### Problem details
Tally every line in the entries below that holds "stream", then give only the total.
··· Data listing ···
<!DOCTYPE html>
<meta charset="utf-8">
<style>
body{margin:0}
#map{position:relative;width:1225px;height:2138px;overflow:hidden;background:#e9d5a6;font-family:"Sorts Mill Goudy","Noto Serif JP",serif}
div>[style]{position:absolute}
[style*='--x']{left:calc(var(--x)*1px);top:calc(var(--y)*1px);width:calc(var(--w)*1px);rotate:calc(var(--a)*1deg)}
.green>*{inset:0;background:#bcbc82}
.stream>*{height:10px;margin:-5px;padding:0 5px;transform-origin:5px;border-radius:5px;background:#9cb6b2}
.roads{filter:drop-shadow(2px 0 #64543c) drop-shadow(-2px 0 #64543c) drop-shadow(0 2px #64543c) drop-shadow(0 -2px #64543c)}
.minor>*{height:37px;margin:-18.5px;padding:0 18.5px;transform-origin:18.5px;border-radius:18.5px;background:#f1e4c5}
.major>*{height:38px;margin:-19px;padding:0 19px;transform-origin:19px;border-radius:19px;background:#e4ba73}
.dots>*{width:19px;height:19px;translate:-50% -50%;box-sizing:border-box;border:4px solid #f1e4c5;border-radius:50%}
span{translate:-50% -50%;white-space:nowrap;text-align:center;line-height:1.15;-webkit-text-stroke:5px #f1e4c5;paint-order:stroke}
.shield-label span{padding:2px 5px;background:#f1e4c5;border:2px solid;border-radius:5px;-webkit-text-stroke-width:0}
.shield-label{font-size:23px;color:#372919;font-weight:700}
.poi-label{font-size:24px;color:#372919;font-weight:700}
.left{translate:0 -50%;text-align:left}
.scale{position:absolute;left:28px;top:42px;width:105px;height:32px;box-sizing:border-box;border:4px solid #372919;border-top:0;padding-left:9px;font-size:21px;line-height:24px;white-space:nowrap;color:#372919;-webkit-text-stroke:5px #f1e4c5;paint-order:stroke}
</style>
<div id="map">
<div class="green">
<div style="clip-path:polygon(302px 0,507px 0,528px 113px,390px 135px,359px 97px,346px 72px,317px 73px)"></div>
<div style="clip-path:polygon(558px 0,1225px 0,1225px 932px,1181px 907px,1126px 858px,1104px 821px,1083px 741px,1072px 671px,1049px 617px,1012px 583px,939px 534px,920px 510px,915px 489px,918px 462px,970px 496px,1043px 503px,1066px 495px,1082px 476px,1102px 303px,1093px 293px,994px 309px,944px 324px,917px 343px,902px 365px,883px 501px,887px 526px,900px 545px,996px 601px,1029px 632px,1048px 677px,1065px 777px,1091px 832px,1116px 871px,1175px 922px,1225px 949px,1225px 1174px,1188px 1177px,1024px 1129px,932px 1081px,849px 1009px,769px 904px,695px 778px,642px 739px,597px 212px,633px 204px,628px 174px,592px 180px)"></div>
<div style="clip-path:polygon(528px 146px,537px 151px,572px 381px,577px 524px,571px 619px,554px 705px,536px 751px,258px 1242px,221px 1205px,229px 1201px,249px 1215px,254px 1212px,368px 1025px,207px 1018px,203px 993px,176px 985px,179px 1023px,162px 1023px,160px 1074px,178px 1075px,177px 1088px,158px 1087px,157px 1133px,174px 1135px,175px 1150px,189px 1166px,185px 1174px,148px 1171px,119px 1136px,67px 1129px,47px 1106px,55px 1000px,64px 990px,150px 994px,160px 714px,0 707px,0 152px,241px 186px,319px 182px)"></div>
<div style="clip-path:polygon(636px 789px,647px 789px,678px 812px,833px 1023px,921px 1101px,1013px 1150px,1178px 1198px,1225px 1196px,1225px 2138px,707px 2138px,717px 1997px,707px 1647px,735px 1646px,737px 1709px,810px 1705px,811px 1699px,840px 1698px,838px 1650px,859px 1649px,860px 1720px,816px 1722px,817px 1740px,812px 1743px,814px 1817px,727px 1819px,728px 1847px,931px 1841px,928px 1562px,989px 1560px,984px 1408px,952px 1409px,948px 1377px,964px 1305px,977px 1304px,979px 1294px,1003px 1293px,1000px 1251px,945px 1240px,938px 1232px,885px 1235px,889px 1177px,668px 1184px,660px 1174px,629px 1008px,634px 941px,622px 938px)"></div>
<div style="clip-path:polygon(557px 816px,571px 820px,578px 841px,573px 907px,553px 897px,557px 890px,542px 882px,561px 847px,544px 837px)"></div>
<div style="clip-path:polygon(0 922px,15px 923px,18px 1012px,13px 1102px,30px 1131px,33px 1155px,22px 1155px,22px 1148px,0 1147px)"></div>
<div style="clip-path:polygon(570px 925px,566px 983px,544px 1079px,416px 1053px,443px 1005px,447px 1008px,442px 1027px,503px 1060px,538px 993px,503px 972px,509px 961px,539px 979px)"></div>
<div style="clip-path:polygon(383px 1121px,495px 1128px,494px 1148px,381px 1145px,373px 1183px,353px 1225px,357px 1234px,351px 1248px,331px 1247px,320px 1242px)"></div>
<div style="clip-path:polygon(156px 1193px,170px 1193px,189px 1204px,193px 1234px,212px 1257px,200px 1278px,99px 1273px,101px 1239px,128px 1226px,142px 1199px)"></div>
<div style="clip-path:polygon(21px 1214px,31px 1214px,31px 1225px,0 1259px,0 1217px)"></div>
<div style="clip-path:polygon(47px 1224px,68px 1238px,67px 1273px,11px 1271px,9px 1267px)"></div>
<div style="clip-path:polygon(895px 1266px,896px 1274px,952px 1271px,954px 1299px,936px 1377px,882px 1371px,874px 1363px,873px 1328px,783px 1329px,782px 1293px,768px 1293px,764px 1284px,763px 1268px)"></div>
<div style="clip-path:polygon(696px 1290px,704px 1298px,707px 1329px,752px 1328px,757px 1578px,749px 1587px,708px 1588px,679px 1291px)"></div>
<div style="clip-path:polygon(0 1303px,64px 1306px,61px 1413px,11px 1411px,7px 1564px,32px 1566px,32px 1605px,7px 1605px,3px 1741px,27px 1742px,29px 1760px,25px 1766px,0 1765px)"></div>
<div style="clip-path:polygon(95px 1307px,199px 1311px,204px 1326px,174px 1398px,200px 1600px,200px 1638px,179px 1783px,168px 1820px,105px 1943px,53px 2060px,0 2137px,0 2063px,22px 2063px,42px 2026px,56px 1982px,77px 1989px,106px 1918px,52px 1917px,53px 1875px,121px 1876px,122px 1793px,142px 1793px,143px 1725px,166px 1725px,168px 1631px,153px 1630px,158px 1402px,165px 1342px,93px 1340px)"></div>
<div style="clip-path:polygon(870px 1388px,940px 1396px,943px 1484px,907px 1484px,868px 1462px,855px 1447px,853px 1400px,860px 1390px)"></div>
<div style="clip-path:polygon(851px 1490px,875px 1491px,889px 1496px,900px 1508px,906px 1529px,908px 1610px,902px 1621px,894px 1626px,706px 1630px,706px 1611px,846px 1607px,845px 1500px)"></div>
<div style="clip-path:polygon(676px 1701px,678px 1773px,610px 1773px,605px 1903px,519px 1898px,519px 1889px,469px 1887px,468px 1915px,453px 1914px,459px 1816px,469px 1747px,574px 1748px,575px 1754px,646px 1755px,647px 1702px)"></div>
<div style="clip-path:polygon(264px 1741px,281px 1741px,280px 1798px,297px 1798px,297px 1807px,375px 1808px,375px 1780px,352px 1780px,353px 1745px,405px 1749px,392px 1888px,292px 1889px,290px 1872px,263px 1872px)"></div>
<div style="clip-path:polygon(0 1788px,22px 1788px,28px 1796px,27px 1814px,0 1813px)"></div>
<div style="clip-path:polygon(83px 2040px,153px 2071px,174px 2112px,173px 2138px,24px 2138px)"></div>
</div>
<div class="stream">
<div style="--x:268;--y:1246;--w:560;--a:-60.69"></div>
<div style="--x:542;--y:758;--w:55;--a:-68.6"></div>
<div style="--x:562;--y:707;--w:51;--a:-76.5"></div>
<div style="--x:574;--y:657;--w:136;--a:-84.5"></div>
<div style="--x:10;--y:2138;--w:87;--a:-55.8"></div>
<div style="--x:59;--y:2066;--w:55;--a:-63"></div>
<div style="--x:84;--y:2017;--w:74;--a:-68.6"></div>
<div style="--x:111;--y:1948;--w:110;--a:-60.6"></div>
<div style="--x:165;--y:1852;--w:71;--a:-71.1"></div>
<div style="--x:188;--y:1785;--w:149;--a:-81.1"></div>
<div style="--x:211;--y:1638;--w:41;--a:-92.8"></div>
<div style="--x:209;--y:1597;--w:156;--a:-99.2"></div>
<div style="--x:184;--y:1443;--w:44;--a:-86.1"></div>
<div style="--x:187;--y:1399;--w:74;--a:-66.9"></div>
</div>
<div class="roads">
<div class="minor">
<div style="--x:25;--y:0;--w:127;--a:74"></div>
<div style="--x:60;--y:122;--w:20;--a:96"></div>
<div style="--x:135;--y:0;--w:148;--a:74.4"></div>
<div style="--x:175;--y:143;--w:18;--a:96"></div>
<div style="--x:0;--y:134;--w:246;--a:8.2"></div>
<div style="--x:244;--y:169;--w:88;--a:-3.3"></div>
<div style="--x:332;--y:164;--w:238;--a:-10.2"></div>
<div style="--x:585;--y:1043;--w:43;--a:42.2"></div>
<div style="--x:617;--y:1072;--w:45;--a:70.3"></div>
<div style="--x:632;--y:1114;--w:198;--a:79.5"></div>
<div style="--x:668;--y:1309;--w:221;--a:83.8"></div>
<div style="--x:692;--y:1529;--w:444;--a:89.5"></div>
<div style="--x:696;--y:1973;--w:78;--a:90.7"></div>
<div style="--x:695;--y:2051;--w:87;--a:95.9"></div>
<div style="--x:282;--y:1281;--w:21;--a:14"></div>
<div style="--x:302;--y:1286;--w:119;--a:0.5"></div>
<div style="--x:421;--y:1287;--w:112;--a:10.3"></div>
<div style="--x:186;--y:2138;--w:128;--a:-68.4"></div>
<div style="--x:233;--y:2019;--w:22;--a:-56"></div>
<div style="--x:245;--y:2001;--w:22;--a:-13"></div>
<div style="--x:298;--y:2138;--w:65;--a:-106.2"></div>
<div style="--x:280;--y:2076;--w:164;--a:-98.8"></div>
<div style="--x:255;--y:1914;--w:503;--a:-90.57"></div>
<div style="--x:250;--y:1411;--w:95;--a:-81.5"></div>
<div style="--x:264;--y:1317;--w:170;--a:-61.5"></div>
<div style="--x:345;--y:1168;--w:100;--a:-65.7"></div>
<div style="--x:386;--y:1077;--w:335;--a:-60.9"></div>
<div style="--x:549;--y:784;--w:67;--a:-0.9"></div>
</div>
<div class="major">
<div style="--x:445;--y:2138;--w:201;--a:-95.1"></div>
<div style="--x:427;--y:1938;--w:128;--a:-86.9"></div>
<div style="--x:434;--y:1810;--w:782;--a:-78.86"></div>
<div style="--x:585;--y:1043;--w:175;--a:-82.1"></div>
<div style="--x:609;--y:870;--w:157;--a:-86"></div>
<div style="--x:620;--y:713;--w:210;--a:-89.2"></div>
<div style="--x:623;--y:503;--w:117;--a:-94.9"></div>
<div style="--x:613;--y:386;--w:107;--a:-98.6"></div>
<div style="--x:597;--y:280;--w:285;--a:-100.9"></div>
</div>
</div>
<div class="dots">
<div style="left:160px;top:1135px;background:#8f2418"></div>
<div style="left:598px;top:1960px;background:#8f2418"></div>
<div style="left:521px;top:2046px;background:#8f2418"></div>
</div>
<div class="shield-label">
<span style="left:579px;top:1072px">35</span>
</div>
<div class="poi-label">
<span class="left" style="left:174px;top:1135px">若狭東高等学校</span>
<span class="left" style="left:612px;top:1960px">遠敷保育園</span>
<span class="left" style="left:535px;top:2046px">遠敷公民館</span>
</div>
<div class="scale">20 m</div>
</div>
···
### Solved exercise
2